Weiner Brodsky Kider PC

The U.S. Court of Appeals for the Ninth Circuit recently held that Nevada’s homeowner’s association (HOA) super lien statute is constitutional, overruling its previous decision given new Nevada Supreme Court precedent rejecting the Ninth Circuit’s interpretation of the statute.  Further, the Ninth Circuit held that this statue was not preempted by FHA Mortgage Insurance Program.

The Nevada statute provides a homeowners association a lien with superpriority status on property governed by the association for the last nine months of unpaid HOA dues and any unpaid maintenance and nuisance-abatement charges.  With a few exceptions, the superpriorty portion of the lien is superior to all other liens on the property, including the first deed of trust held by the mortgage lender.

In this case, the relevant home was in a neighborhood governed by the defendant HOA.  The original owners of the home purchased the property using a mortgage insured by FHA.  The deed of trust securing the loan was later assigned to the plaintiff, a national bank.  The owners fell behind on their monthly HOA dues and the HOA initiated foreclosure proceedings and recorded a notice of delinquent assessment lien and a notice of default and election to sell.  The bank received the notice of default and asked the HOA to identify the superpriorty portion of the lien so that it could pay the amount and protect its lien fist deed of trust.  The HOA provided the bank with a ledger showing the total amount due to the HOA, but this ledger did not specify the superpriority amount.  After reviewing the ledger, the bank determined the superpriority amount and tendered it to the HOA.  However, the HOA rejected the payment as insufficient and went forward with the foreclosure sale.  The bank sued the HOA asserting claims, among others, for quiet title and declaratory judgment and wrongful foreclosure.

The Ninth Circuit explained that in order for the bank to prevail on its quiet title claim, the bank had to prove that its interest in the property was superior.  Relying on Nevada Supreme Court precedent, the Ninth Circuit held that because the bank had tendered what it calculated to be nine months of HOA dues, and because the ledger did not indicate that the property had incurred any charges for maintenance or nuisance abatement, the tender was sufficient and the HOA had no basis for refusing it.  Therefore, the bank had established its interest was superior to that of the HOA.

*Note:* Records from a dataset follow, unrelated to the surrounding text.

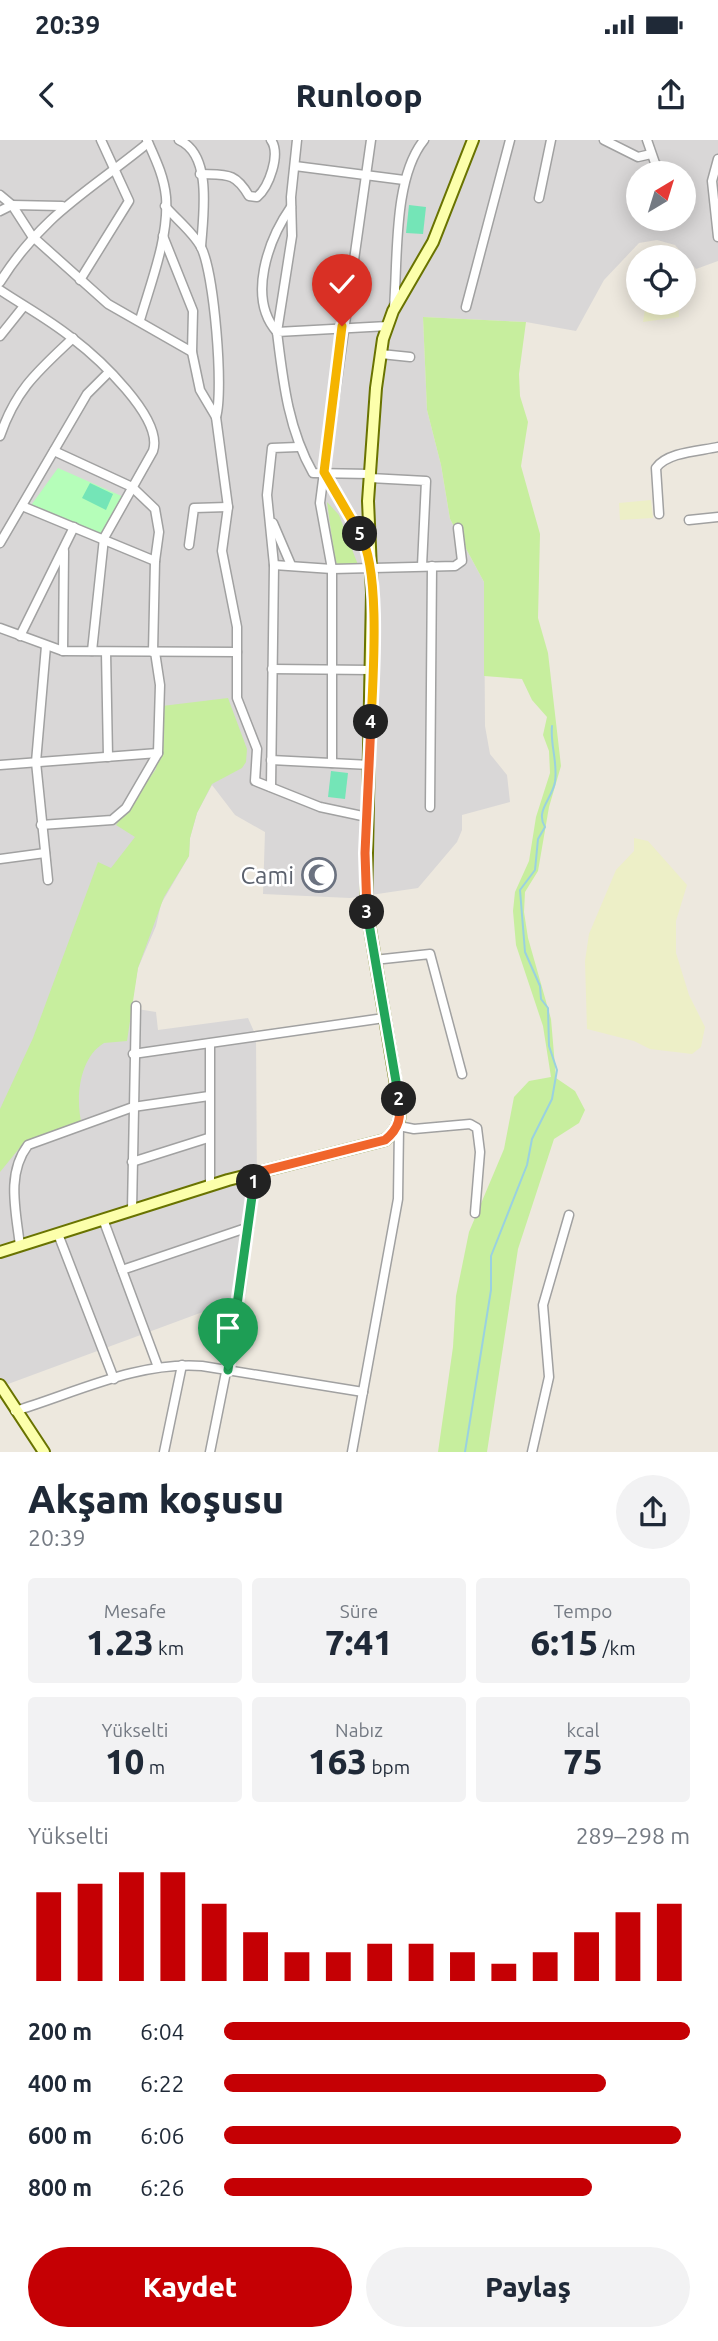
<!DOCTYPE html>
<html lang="tr">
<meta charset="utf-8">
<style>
:root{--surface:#fff;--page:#f2f2f3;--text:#1f2937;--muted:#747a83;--accent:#c50004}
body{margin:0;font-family:Ubuntu,sans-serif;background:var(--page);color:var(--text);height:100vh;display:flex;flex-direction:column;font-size:26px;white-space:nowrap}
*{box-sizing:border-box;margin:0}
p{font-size:23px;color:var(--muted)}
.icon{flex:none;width:38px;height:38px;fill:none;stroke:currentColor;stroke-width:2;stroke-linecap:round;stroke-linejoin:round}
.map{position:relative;height:1312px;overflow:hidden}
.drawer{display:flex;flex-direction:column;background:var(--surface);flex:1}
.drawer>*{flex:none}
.needle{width:46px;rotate:38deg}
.buttons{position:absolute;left:626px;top:21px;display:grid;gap:14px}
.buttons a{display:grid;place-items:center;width:70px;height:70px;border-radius:50%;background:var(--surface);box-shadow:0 4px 18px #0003;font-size:35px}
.pin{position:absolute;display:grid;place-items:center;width:60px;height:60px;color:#fff;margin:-72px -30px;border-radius:50% 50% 50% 0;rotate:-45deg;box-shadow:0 0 7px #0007}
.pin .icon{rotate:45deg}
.km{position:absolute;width:35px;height:35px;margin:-18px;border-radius:50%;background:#222;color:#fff;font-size:19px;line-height:35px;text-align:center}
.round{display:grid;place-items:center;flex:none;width:74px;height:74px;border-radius:37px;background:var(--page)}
.overview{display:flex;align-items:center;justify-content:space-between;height:119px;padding:0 28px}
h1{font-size:38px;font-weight:800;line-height:52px}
.figures{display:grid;grid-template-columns:repeat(3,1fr);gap:10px;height:119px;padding:7px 28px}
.figures div{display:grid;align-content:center;border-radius:7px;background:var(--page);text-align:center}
.figures b{font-size:35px;font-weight:800}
.figures small{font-size:19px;font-weight:400}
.figures p{font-size:19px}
.chart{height:196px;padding:14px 28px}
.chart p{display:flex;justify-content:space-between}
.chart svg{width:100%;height:126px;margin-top:7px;stroke:var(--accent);stroke-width:6}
.cta{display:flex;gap:14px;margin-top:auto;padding:14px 28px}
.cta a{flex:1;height:80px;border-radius:42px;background:var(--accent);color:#fff;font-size:28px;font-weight:800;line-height:80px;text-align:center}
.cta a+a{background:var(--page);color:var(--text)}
ul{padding:0 28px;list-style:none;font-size:23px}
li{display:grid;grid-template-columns:112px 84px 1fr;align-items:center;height:52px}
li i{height:18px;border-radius:9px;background:var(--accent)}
.status{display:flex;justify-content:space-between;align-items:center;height:49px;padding:0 35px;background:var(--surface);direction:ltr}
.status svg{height:19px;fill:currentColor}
header{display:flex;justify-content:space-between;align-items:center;height:91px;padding:0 28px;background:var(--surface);font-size:32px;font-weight:800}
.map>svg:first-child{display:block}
.residential{fill:#d9d7d7;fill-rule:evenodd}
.farmland{fill:#edefc7}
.grass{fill:#c7ee9e}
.park{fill:#b5feb9}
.pitch{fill:#74e5b7}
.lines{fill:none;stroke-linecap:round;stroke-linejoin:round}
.stream{stroke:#9ad1e0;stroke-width:2}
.street-casing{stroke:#a1a1a1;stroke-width:11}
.secondary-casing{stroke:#697300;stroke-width:14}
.street{stroke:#fff;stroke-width:8}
.secondary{stroke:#fcffab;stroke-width:10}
.split-1-casing{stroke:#fff;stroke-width:14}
.split-2-casing{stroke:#fff;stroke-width:14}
.split-3-casing{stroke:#fff;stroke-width:14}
.split-4-casing{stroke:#fff;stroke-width:14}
.split-5-casing{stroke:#fff;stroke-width:14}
.split-6-casing{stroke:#fff;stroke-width:14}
.split-1{stroke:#22a559;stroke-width:9}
.split-2{stroke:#f0652b;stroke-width:9}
.split-3{stroke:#22a559;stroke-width:9}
.split-4{stroke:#f0652b;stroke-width:9}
.split-5{stroke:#f5b400;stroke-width:9}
.split-6{stroke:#f5b400;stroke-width:9}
.labels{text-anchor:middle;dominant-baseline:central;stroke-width:5;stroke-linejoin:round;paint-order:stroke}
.worship-label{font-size:24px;fill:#5b616d;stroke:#fff;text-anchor:end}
</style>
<div class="status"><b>20:39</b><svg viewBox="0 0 49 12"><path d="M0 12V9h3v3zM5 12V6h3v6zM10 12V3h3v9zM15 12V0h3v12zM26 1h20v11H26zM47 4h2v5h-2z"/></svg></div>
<header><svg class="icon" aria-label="back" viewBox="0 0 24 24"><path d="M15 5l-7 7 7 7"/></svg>Runloop<svg class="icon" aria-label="share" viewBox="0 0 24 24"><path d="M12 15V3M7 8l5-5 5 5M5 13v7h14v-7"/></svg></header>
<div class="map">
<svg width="718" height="1312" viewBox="0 0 718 1312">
<rect width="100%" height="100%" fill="#ede8de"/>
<path class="residential" d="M0,0H718V121L696,129L675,105L657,100L639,103L604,140L576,191L526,182L423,177L427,270L441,325L450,379L484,442L485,586L490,614L507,635L510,662L462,675V690L457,702L418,748L350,758L263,754L265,692L235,675L212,645L197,673L190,698L189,716L161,764L156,786L138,828L131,868L156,872L158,890L248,878L256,896L257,1050L246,1156L0,1247ZM639,33H684V79H639Z"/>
<g class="farmland">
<path d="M646,163H678L679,177L643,182Z"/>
<path d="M651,360L653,378L620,380L619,363Z"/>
<path d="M634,698L648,701L687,745L676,781V813L689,855L705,887L701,907L692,914L650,909L634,901L587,889L585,821L589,794L616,730L634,711Z"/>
</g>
<g class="grass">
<path d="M423,177L526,182L519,234L520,256L528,282L521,326L540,394L538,478L548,513L561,626L549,667L538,731L525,752L524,772L528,798L551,879L556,938L575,951L585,970L579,983L554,999L518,1109L487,1312H438L453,1207L456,1156L469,1092L504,1009L514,957L529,941L551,937L543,886L516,805L513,771L515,752L529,721L536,677L550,633L549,611L543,595L547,577L532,560L522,539L484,536V442L450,379L441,325L427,270Z"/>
<path d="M327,362L339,375L358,425L339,426L335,421Z"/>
<path d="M228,558L247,609L246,622L242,628L212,644L197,673L190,698L189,716L164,757L138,828L127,901L104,903C79,918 75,959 82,985L22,1005L0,1032V969L33,898L98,722L111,728L135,697L116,685L156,629L162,566Z"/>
</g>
<path class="park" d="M58,328L126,358L102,397L35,372L32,364Z"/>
<g class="pitch">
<path d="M409,65L426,67L423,94L406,93Z"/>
<path d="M90,343L113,354L106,370L82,358Z"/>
<path d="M331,631L348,633L345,659L328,657Z"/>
</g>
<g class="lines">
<path class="stream" d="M465,1312L491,1150V1116L527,1025L532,999L552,959L557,930L549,906L548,868L541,859L540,846L525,812L520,750L535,730L538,699L545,687C535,671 552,659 555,642C558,622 550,605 552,586"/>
<g class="street-casing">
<g id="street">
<path d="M179,0C213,15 203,76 201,107"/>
<path d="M604,0L638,17L651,14"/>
<path d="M647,0L655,23L664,33"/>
<path d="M718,19L712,41L718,97"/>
<path d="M295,26L404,40"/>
<path d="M200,34C227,35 235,32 249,56L257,57C269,47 281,14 271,0"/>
<path d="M0,55L12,65L32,96L108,164L192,212"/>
<path d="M539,58L551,0"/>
<path d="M165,66C176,79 193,92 201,107C214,132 224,250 216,277"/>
<path d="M0,71L12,65L62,66"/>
<path d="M163,96L193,171L192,212L200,250L216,277L228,367L222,411L237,487V558L257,609L255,641L320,667L367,677"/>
<path d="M80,140L129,61L101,0"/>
<path d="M0,142C43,74 88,52 148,3"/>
<path d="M0,150C24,166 50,180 72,198C97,217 164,278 153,311L104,398L92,511"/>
<path d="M394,167C398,118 393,38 424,0"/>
<path d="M466,167L510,0"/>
<path d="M140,180C151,142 169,97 166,57C164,36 155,18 147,0"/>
<path d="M277,192L292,96L291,57L297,0"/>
<path d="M277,192C247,158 268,100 291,67"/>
<path d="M0,196L24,166"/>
<path d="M381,214L410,217"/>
<path d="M0,296C16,249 38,231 73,198"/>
<path d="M54,311L132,347L155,369L159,392L155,421L153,512"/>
<path d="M324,332L320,363L332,429V623"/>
<path d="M370,334L313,333C288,289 283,241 277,192L388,186"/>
<path d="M370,338L426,341L422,426"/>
<path d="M22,366L155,421"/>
<path d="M659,374L656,328C667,312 700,311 718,307"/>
<path d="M689,380L718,377"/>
<path d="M273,383L291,425"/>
<path d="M0,403L87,254L108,233"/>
<path d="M189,405L194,368L228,367"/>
<path d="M368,408L324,332L371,0"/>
<path d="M274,425L332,429L455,426L462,421L458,388"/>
<path d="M0,488L63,511L237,512"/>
<path d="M20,496L74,387"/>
<path d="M46,506L36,622L48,740"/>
<path d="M63,511L64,411"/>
<path d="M106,512L108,617"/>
<path d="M272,529L372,530"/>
<path d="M271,620L370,625"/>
<path d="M0,625L158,613"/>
<path d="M271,647L274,425L267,355L272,308L298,307"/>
<path d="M430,667L432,426"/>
<path d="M41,685L112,680L126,668L158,613L160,545L155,512"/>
<path d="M0,719L45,713"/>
<path d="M374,820L430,814L462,934"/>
<path d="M133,914L384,878"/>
<path d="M399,986L414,989L470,984L477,988L480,1012L475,1073"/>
<path d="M132,1022L208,998"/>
<path d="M210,1046V904"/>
<path d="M132,1070L136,866"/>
<path d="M103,1079L158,1227"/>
<path d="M58,1094L114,1239"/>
<path d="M20,1106C16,1071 6,1034 28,1005L133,967L209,956"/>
<path d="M122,1130L249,1087"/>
<path d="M15,1271C75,1253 138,1221 202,1226L363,1252"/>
<path d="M164,1312L182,1225"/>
<path d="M210,1312L233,1197L255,1033"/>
<path d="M352,1312L398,1059L399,986"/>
<path d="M532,1312L549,1237L543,1165L569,1075"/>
</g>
</g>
<g class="secondary-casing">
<g id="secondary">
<path d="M0,1112L228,1040L385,1000C402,987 401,975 398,956L366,765L372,453L368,361L376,248L383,199L393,171L433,102L473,0"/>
<path d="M0,1245L44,1312"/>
</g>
</g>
<use href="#street" class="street"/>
<use href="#secondary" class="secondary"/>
</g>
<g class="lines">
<g class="split-1-casing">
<path id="split-1" d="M228,1230L254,1042"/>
</g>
<g class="split-2-casing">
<path id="split-2" d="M254,1042L255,1033L385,1000C400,988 401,977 399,959"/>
</g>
<g class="split-3-casing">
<path id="split-3" d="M367,772L399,959"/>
</g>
<g class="split-4-casing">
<path id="split-4" d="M367,772L365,713L371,582"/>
</g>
<g class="split-5-casing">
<path id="split-5" d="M360,394C381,430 373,537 371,582"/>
</g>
<g class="split-6-casing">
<path id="split-6" d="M342,186L324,332L360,394"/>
</g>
<use href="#split-1" class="split-1"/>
<use href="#split-2" class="split-2"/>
<use href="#split-3" class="split-3"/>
<use href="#split-4" class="split-4"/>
<use href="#split-5" class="split-5"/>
<use href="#split-6" class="split-6"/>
</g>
<defs>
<g id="mosque-ring" transform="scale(1.75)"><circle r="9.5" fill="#fff" stroke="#6b7280" stroke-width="1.5"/><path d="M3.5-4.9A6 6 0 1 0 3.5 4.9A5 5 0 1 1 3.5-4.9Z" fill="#6b7280"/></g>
</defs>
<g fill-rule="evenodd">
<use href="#mosque-ring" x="319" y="735"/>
</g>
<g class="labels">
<g class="worship-label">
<text x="294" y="735">Cami</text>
</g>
</g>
</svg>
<div class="buttons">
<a><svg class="needle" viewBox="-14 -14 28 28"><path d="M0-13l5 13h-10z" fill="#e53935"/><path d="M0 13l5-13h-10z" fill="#747a83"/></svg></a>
<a><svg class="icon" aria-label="locate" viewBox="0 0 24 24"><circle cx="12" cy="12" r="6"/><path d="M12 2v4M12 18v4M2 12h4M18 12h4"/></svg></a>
</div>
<div class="pin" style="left:228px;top:1230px;background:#1e9e55"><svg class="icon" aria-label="arrive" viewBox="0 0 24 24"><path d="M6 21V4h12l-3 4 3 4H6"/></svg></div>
<div class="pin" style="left:342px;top:186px;background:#d93025"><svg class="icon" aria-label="check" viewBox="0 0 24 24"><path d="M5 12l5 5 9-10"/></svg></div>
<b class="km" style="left:254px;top:1042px">1</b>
<b class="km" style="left:399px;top:959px">2</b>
<b class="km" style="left:367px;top:772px">3</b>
<b class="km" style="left:371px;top:582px">4</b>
<b class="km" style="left:360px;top:394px">5</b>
</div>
<section class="drawer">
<div class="overview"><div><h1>Akşam koşusu</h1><p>20:39</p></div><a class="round"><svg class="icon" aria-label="share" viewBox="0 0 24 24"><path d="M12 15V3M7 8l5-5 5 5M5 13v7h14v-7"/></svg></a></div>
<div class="figures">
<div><p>Mesafe</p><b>1.23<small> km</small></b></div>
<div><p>Süre</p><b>7:41</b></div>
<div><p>Tempo</p><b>6:15<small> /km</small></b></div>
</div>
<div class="figures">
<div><p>Yükselti</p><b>10<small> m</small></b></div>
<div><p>Nabız</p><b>163<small> bpm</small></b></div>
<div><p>kcal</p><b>75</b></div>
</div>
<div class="chart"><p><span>Yükselti</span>289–298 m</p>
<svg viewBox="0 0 160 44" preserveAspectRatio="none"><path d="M5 44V13M15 44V10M25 44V6M35 44V6M45 44V17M55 44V27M65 44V34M75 44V34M85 44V31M95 44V31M105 44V34M115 44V38M125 44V34M135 44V27M145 44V20M155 44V17"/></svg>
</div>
<ul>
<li><b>200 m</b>6:04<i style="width:100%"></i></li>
<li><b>400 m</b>6:22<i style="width:82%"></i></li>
<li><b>600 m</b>6:06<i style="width:98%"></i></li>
<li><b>800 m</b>6:26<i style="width:79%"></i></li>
</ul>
<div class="cta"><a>Kaydet</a><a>Paylaş</a></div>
</section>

With regards to the wrongful foreclosure claim, the bank relied on a Ninth Circuit decision to argue that the Nevada HOA lien statute violates the Due Process Clause because the statute contains an impermissible opt-in notice scheme where a junior interest holder would only receive notice of the HOA’s intent to foreclose if the interest holder requested that notice.  However, the Ninth Circuit overthrew the decision being relied on by the bank because the Nevada Supreme Court in a later case rejected the Ninth Circuit’s interpretation of the HOA lien statute and clarified that the statute incorporates mandatory notice requirements, and therefore, does not violate the Due Process Clause. Lastly, the bank argued that the Nevada statute was preempted by the FHA mortgage insurance program.  However, the Ninth Circuit rejected this argument because it found that the FHA program allows HUD to insure home loans made by private lenders and that two of the program’s goals are to help homeowners avoid foreclosure when possible and to protect the lender’s interest in the property in the event of a foreclosure, purposes with which the Nevada statute does not conflict.  The court stated that under Nevada law, a private lender may keep its first deed of trust on a property and help homeowners find alternatives to foreclosure by paying the superpriority portion the HOA’s lien.